Video editor’s persistence aids unexpected career opportunity
By Morgan Rezac
University of Nebraska-Lincoln
While filling out an application to Subway after graduating from the college, Allison Spalter never imagined she would receive a phone call with an offer for a job interview at one of Kansas City’s top news stations.
After struggling to find a job after graduation from the Kansas City Art Institute with a major in video and news media and emphases in editing and motion graphics, Spalter applied at KSHB-TV Channel 41 Action News in Kansas City. Although she had never worked in a newsroom, had no television broadcasting experience and met few of the requirements, Spalter still applied.
Three weeks later, Spalter resorted to filling out a job application at Subway and going to food pantries for groceries. As she was applying for that Subway job, Spalter’s now boss at KSHB-TV called and offered her an interview.
“It was unbelievable to have a meeting there,” said Spalter, who visited the station in the eighth grade for a job shadow. “I sat in a room with people I had been watching since I was 14. It was crazy.”
Spalter is now a video editor and content coordinator at KSHB-TV.
Spalter edits videos for television packages and tunes in live microwave and satellite shots. She also decides which clips best describe the stories that go on television.
“Editing is kind of like quilting because you can tell eight different stories just by changing up the pace, color or angle,” Spalter said during a phone interview. “There is a freedom to it that you don’t get when you write the story.”

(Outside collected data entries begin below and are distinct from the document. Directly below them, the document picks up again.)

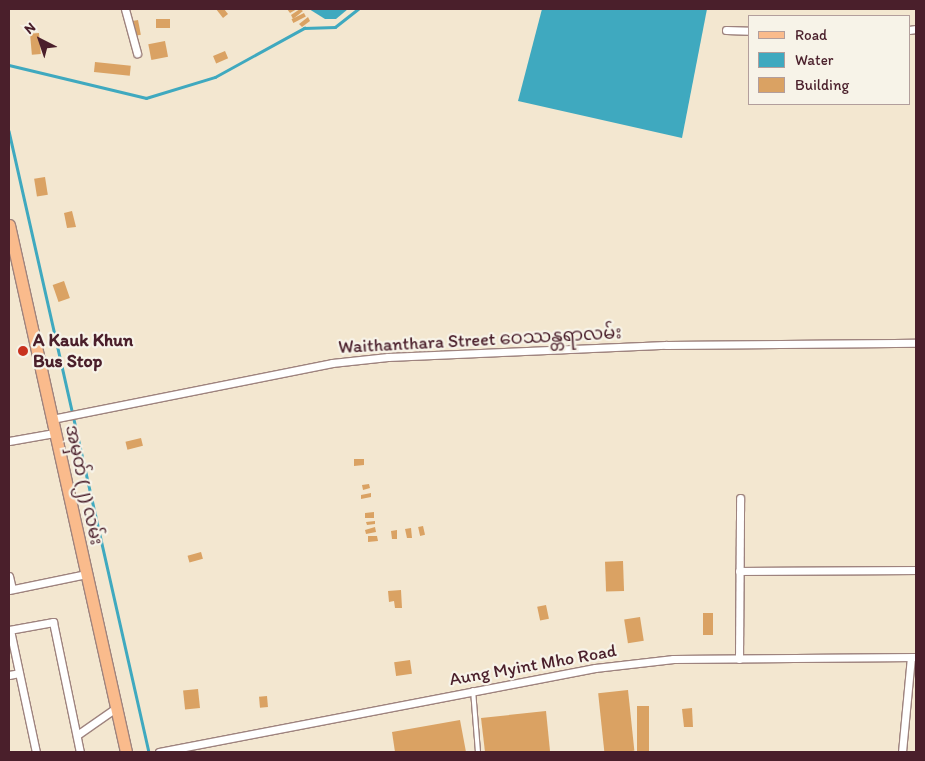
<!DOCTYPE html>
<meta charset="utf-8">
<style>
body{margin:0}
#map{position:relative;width:925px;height:761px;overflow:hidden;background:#f3e7d0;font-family:Itim,"Noto Sans Myanmar",sans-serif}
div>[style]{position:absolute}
.water>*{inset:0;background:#3fa9bf}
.stream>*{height:2.5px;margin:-1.25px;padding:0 1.25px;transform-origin:1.25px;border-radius:1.25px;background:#3fa9bf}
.building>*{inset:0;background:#daa263;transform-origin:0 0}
.roads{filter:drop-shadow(1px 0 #9e837e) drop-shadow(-1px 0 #9e837e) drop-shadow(0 1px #9e837e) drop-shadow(0 -1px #9e837e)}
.service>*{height:4px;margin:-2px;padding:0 2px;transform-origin:2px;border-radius:2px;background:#fff}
.minor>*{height:7px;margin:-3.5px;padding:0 3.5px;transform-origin:3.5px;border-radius:3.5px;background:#fff}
.primary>*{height:11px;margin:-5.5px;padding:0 5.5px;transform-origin:5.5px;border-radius:5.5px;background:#fabb8c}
.dots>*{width:14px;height:14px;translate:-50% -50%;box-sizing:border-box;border:2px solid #f7f3e8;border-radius:50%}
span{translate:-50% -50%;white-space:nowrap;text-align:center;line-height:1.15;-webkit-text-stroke:4.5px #f7f3e8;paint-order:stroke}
.street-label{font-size:18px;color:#4a1f2b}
.poi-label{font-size:18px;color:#4a1f2b;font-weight:700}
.left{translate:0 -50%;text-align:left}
.frame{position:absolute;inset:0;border:10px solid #4a1f2b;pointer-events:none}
.legend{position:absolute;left:748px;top:15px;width:162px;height:90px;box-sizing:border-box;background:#f7f3e8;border:1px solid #b29e9c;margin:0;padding:6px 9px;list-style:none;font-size:15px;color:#4a1f2b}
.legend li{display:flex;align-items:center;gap:10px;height:25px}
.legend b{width:25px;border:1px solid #b29e9c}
.north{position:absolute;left:15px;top:15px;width:50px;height:50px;-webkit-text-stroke:4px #f7f3e8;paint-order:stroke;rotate:319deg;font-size:14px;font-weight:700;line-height:20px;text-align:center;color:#4a1f2b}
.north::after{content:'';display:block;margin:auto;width:18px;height:22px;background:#4a1f2b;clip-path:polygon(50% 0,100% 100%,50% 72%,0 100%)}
</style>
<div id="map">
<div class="water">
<div style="clip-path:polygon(309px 9px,348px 9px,336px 19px,325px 19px)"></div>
<div style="clip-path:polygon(542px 9px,707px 9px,682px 138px,518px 101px)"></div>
</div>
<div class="stream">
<div style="left:9px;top:65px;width:141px;rotate:13.5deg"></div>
<div style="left:146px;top:98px;width:72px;rotate:-16.9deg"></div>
<div style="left:215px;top:77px;width:102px;rotate:-28.8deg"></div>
<div style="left:304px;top:28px;width:31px;rotate:-2deg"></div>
<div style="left:335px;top:27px;width:29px;rotate:-38deg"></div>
<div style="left:9px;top:131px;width:637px;rotate:77.3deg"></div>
</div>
<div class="building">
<div style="clip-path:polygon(216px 9px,224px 9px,228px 14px,223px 18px)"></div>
<div style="clip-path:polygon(287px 9px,297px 9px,290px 13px)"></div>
<div style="clip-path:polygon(300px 9px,303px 11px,293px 19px,291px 15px)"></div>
<div style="left:304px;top:13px;width:4px;height:14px;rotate:63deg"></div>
<div style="clip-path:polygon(308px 17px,310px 21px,302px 27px,299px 24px)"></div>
<div style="left:170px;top:19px;width:9px;height:14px;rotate:90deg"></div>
<div style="left:138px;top:20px;width:15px;height:7px;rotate:79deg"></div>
<div style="left:39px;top:33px;width:21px;height:9px;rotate:85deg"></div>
<div style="left:165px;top:41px;width:16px;height:17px;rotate:79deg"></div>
<div style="left:225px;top:51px;width:8px;height:13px;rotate:67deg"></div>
<div style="left:95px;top:62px;width:36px;height:10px;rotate:6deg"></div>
<div style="left:45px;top:177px;width:18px;height:11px;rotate:81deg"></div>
<div style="clip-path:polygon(72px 211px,76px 227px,67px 228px,64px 213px)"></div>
<div style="left:64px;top:281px;width:18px;height:12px;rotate:71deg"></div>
<div style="left:141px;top:438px;width:8px;height:16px;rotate:76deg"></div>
<div style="clip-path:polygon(354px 459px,364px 459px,364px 465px,354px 466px)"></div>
<div style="clip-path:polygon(369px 484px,370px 488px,363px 490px,362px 485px)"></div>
<div style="clip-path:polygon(371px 493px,371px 497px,361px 499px,361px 495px)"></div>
<div style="clip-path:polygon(374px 512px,374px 518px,365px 518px,365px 513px)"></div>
<div style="clip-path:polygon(375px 521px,375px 524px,367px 525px,366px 522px)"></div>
<div style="left:423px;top:526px;width:9px;height:5px;rotate:77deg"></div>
<div style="clip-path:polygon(375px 527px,376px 532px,366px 534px,365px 530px)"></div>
<div style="clip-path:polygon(411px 528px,412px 538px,407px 538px,405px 529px)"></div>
<div style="clip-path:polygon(397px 530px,397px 539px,392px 539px,391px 531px)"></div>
<div style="clip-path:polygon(368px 536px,377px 536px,378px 541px,368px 542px)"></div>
<div style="left:201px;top:552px;width:7px;height:14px;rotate:74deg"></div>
<div style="left:623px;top:561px;width:30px;height:18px;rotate:88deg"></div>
<div style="clip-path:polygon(401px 590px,402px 608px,395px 608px,394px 601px,389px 602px,388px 591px)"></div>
<div style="left:546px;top:605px;width:14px;height:9px;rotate:78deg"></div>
<div style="left:703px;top:613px;width:10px;height:22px"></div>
<div style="left:640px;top:617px;width:24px;height:16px;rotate:81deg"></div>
<div style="left:410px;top:660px;width:14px;height:16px;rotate:82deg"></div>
<div style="left:198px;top:689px;width:19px;height:15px;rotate:84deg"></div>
<div style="left:628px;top:690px;width:61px;height:30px;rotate:84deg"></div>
<div style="left:267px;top:696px;width:11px;height:8px;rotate:85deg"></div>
<div style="left:637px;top:706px;width:12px;height:46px"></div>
<div style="clip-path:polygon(692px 708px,693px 727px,684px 727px,682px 709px)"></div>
<div style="clip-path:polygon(546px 711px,550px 751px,485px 752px,481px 718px)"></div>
<div style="clip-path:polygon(460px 720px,466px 752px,395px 752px,392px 732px)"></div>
</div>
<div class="roads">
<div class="service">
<div style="left:473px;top:690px;width:62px;rotate:85.4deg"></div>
</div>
<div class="minor">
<div style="left:125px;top:9px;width:46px;rotate:74.7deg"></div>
<div style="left:726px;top:30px;width:23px;rotate:2deg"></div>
<div style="left:909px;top:30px;width:7px;rotate:-8deg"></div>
<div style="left:52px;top:419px;width:286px;rotate:-11.3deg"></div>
<div style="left:332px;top:363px;width:56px;rotate:-6.1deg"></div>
<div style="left:388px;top:357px;width:278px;rotate:-2.5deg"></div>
<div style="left:666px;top:345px;width:250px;rotate:-0.5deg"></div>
<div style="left:9px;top:441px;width:46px;rotate:-10.1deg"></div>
<div style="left:739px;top:571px;width:177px;rotate:-0.3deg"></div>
<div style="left:9px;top:576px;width:13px;rotate:77deg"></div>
<div style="left:9px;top:590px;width:79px;rotate:-11.7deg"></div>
<div style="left:9px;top:630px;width:45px;rotate:-10.3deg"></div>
<div style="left:53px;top:622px;width:133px;rotate:78.3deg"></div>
<div style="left:10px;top:630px;width:125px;rotate:78deg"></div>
<div style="left:739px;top:659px;width:161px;rotate:-89.6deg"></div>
<div style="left:9px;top:675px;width:10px;rotate:-11deg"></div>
<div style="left:77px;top:735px;width:47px;rotate:-34.7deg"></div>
<div style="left:159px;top:752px;width:444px;rotate:-10.9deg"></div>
<div style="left:595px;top:668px;width:79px;rotate:-6.6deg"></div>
<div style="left:673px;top:659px;width:243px;rotate:-0.5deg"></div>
<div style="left:902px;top:752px;width:95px;rotate:-84.6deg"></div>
</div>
<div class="primary">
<div style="left:9px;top:225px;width:540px;rotate:77.48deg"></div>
</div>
</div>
<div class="dots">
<div style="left:23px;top:351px;background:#c8321e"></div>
</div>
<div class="street-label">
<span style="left:480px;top:340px;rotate:-3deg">Waithanthara Street ဝေဿန္တရာလမ်း</span>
<span style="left:84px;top:485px;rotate:78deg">အမှတ် (၂) လမ်း</span>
<span style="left:533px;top:665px;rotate:-10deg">Aung Myint Mho Road</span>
</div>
<div class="poi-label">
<span class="left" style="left:33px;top:351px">A Kauk Khun<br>Bus Stop</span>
</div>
<div class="frame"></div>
<ul class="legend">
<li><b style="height:6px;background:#fabb8c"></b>Road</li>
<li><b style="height:14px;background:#3fa9bf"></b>Water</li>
<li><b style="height:14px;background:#daa263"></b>Building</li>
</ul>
<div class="north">N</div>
</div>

The hardest part of Spalter’s job is deciding which videos should be shown to the public. During a typical morning show when Spalter was on duty, breaking news interrupted with information about a shootout between police and a suspect. During the feed, the police shot the suspect. The feed did not show the shooting, but the video did stream the paramedics carrying the suspect on a stretcher to an ambulance.
“The suspect wasn’t dead at the time, but he had died by the time I got to the office,” Spalter said. “The editor wanted the video to keep playing. I had a hard time showing the scene because he looked dead on the stretcher.”
After expressing her concerns to the news director, the video was still shown, but Spalter switched duties with a coworker so she wouldn’t have to show the footage.
“The hardest part of the job is making sure you aren’t showing the family down the street an image of someone dead or dying,“ Spalter said.
When a difficult situation arises, Spalter advises editors to find someone to talk to about whether to run certain images and videos.
“Talking about it helps a lot,” Spalter said.
As an editor, Spalter is put in some tough situations. Although difficult, she enjoys the control she has to show certain images, clips or stories.
Although Spalter’s main focus is video, she has had success in writing as well. After begging her boss for more work to do, Spalter began her own project. She produced a five-minute package about a Holocaust survivor who is a tailor.
“I spent 16 hours on that package,” Spalter said. “I wanted to show my producers that I could handle more work.”
Spalter’s hard work earned her a nomination for a local Emmy. In order to be nominated for the award, a news station must submit the package.
“There will be days that you are amazed by your job and those stories will make up for the really bad stories,” Spalter said.
Looking back, Spalter is amazed she made it this far at the station.
As a part of the interview, Spalter edited a news script on the spot, put two video clips together and handed in a demo reel.
“I didn’t think I would get the job,” Spalter said. “After three weeks of waiting, I called the station four times to ask if they had made a decision.”
Spalter screamed into her new boss’s ear when she received a job offer. Throughout the interview process, Spalter learned an important lesson about the news industry: The concept of time is warped because of how rapidly things change.
“There is a constant stream of news,” Spalter said. “There will be breaking news everyday.”
As a college student, Spalter fell in love with editing film footage and found a passion for music videos with a story line. She even helped a professor teach a video editing class as a teacher’s assistant. Her professors encouraged her to pursue gallery editing.
However, Spalter knew she needed a different career path to help pay off loans. She had interned for an event planner, but that did not satisfy her.
For her senior thesis, Spalter started her own pilot television station, an uncommon project for her small, liberal arts school. Remix TV, Spalter’s station, was picked up by its first receivers through antenna television during an episode of “Lost”. While riding the bus in Kansas City the next day, Spalter overheard two people discussing their curiosity about the broadcast that interrupted the show. Although her pilot station only broadcast within a 10-mile radius on antenna televisions, Spalter considered her senior thesis a success.
“I love TV,” Spalter said. “I’m kind of obsessed with it to a point where it’s unhealthy.”